*Required work*
Within these entries, which lines include the string "linecap"? Copy each one.

*Stored data*
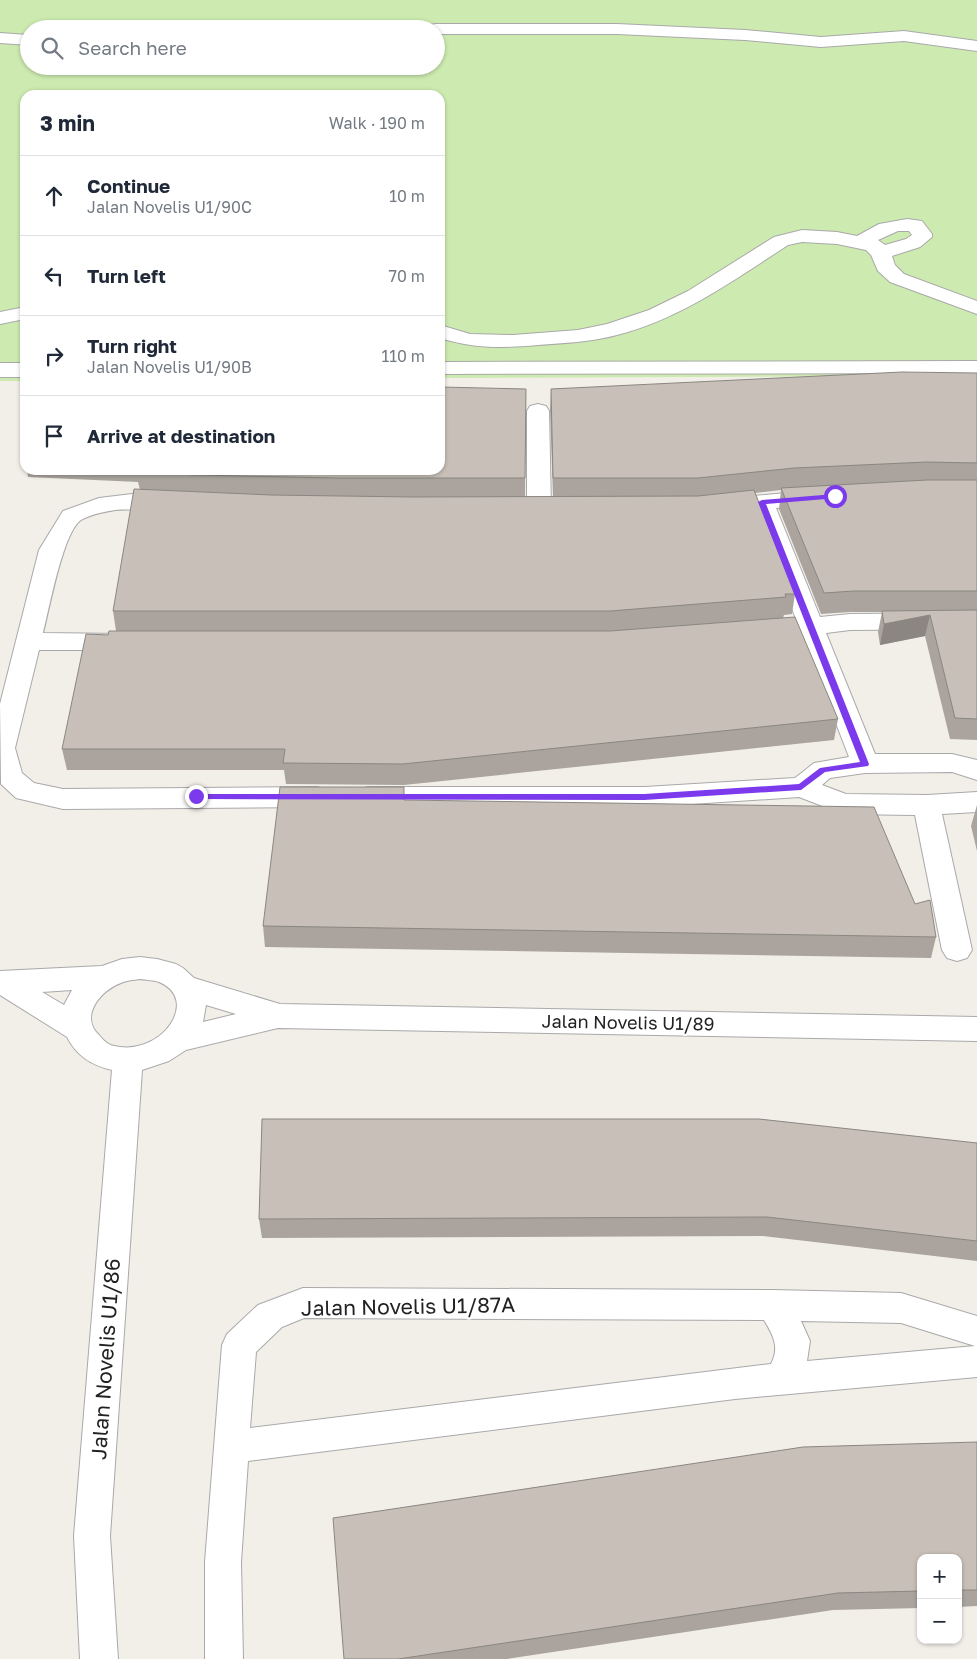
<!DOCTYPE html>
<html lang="en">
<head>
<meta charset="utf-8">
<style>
  body { margin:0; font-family:"Golos Text",sans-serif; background:#f6f6f7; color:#1f2937 }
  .controls { position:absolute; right:15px; bottom:15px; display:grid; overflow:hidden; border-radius:10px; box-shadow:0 1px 4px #0004 }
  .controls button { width:45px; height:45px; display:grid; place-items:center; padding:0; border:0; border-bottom:1px solid #e0e1e3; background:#fff; color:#1f2937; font:25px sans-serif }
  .stop { position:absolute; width:15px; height:15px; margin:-11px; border:4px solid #7c3aed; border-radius:50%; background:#fff }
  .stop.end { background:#7c3aed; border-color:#fff; box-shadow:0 1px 5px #0008 }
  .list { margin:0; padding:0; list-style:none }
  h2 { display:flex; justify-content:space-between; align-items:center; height:65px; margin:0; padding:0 20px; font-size:21px }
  h2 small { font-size:16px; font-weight:400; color:#747a83 }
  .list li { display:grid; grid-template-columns:32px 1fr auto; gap:15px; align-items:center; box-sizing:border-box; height:80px; padding:0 20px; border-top:1px solid #e0e1e3 }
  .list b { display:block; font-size:19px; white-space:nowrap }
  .list p { margin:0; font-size:16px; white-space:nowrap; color:#747a83 }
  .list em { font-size:16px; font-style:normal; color:#747a83 }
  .icon { flex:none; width:28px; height:28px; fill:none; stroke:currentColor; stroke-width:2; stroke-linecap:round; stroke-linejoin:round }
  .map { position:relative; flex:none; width:977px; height:1659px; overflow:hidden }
  .search { position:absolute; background:#fff; box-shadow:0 1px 4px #0004; left:20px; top:20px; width:425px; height:55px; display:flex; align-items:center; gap:12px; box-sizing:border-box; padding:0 18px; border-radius:28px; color:#747a83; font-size:19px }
  .panel { position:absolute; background:#fff; box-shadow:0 1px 4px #0004; left:20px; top:90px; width:425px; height:385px; border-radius:15px }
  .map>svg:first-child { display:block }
</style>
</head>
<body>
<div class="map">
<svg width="977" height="1659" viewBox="0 0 977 1659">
  <rect width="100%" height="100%" fill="#f2efe9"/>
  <path fill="#cdebb0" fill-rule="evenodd" d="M 0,0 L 977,0 L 977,376 L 440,378 L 440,95 L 25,95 L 25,381 L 0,381 ZM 29,29 L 436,29 L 436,66 L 29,66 Z"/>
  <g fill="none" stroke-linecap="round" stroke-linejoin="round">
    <defs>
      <g id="minor">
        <polygon points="436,24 617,24 745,30 821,37 904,31 977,41 977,51 904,41 821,47 745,40 617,34 436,34 436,29 427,29 430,25"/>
        <polygon points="0,33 29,35 29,45 0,43"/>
        <path d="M 907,219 L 922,221 L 932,234 L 932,237 L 920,247 L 892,256 L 895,265 L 904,274 L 977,301 L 977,314 L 890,282 L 878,271 L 871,255 L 866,250 L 837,244 L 802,242 L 788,245 C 734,280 680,319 617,335 C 591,342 564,343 538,345 C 502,348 475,349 440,338 L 440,325 L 470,334 L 513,335 L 578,330 L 607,324 L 649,310 L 688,291 L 774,237 L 802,230 L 837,232 L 857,236 L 879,224 ZM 898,231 L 909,231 L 912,235 L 906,239 L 885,245 L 878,240 Z"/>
        <polygon points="25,307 25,319 0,324 0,312"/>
        <polygon points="977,361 977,373 440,374 440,362"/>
        <rect x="0" y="363" width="25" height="14"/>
        <polygon points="538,404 546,406 549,411 551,508 547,513 539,515 531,513 527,508 527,411 530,406"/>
        <polygon points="818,490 826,492 830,497 826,502 776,508 820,617 850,614 977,613 977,629 850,630 826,633 875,754 952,754 977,760 977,780 952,772 865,773 830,778 822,785 846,794 927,795 977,792 977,812 942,814 972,950 967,958 957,961 947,958 942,950 915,815 843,814 799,797 645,807 368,807 358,804 354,797 358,790 368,787 645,787 795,778 814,763 849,757 802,635 762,639 753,637 750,631 753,625 796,619 754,510 721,513 713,511 709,506 713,501 721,499"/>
        <path d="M 132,494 L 176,498 L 180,503 L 176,508 C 157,513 135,508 115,510 C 104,512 91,514 81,520 C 63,532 49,610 43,633 L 122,634 L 131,636 L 135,642 L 131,648 L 122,650 L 39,650 L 15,748 L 22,773 L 34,783 L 63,789 L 317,787 L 327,790 L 331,797 L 327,804 L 317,807 L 63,809 L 16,798 L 1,784 L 0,704 L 39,550 L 63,511 L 99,498 Z"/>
        <path d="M 140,957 L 157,959 L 176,964 L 183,968 L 194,978 L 280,1004 L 977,1017 L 977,1041 L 278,1028 L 186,1050 L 169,1061 L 142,1070 L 110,1536 L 118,1659 L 80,1659 L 74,1536 L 112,1070 C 91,1065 77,1056 67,1037 L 0,995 L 0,971 L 102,966 L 122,959 ZM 140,979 C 146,980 153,980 159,982 C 201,999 162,1057 114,1046 C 108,1045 103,1040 99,1035 C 79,1016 101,990 121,983 C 127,980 134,980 140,979 ZM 72,990 L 64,1005 L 42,992 ZM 206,1005 L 236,1014 L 203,1022 Z"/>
        <path d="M 303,1288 L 773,1290 L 901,1293 L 977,1316 L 977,1377 L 735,1399 L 248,1461 L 241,1562 L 243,1659 L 205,1659 L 205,1562 L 222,1345 L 227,1334 L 258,1305 ZM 304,1318 L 764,1320 C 773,1335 780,1347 771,1364 L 250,1428 L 256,1352 L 282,1327 ZM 801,1321 L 901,1323 L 975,1346 L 807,1361 L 810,1341 Z"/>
      </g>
    </defs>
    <use href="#minor" stroke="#a9a9a9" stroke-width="2"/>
    <use href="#minor" fill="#fff" fill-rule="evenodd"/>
  </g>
  <g fill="#aba49e">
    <polygon points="977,373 977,740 950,739 925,636 880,645 878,632 882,612 850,612 821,614 779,509 781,490 755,493 795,594 792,614 784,615 783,618 838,719 834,740 404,785 286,784 284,770 67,770 62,749 108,635 116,631 113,611 140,490 138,482 28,477 27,470 440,470 526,389 525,497 553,497 550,410 551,389"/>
    <polygon points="977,805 977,851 971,826"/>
    <polygon points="915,904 936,937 931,958 265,947 263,926"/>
    <polygon points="977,1143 977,1261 763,1236 262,1238 259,1219"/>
    <polygon points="977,1442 977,1606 958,1607 958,1558 921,1558 921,1608 833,1610 507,1659 344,1659"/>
  </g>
  <polygon fill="#8b8681" points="930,615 925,636 880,645 884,624"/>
  <g fill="#c7bfb8" stroke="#8b8681">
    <polygon points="902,372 977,373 977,463 927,462 794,468 698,478 553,478 551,389"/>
    <polygon points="440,387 526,389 525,478 336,478 196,475 137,472 137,470 440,470"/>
    <polygon points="927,480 977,480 977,591 854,591 824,593 781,488"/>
    <polygon points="134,489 271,495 413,497 698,496 754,490 795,594 785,594 786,597 610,611 113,611"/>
    <polygon points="977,610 977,719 955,718 930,615 884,624 882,611"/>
    <polygon points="795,617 838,719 403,764 283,763 285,749 62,749 86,634 108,635 109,631 610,631"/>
    <polygon points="280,787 404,787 404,800 874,807 915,904 930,900 936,937 263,926"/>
    <polygon points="262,1119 759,1119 977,1143 977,1241 767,1217 259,1219"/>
    <polygon points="977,1442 977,1590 958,1590 958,1558 921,1558 921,1591 838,1593 398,1659 344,1659 333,1518 803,1447"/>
  </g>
  <polygon fill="#7c3aed" points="835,494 839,496 838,498 766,504 869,764 868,766 825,772 801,790 644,800 196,799 192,796 196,794 644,794 799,784 820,768 860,762 758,502 762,500"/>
  <g text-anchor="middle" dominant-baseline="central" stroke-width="4.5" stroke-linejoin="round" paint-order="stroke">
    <g font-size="18" fill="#222" stroke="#fff">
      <text transform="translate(628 1022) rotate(1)">Jalan Novelis U1/89</text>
    </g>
    <g font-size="21" fill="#222" stroke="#fff">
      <text transform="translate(408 1306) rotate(-1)">Jalan Novelis U1/87A</text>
      <text transform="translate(105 1359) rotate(-86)">Jalan Novelis U1/86</text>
    </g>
  </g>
</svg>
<div class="controls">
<button>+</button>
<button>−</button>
</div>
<div class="stop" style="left:835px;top:496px"></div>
<div class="stop end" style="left:196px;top:796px"></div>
<div class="search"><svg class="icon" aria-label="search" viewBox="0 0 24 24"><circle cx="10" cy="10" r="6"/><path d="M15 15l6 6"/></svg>Search here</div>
<section class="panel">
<h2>3 min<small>Walk · 190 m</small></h2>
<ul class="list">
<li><svg class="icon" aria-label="ahead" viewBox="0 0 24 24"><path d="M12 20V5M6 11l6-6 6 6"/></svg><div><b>Continue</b><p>Jalan Novelis U1/90C</p></div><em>10 m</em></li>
<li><svg class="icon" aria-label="left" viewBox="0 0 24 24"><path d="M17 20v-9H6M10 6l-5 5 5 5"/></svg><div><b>Turn left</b></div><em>70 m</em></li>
<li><svg class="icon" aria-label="right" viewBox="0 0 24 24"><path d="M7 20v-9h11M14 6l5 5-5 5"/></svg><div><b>Turn right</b><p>Jalan Novelis U1/90B</p></div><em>110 m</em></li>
<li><svg class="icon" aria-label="arrive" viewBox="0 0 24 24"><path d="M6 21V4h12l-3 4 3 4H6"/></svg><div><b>Arrive at destination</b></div></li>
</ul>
</section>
</div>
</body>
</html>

*Exercise solution*
  .icon { flex:none; width:28px; height:28px; fill:none; stroke:currentColor; stroke-width:2; stroke-linecap:round; stroke-linejoin:round }
  <g fill="none" stroke-linecap="round" stroke-linejoin="round">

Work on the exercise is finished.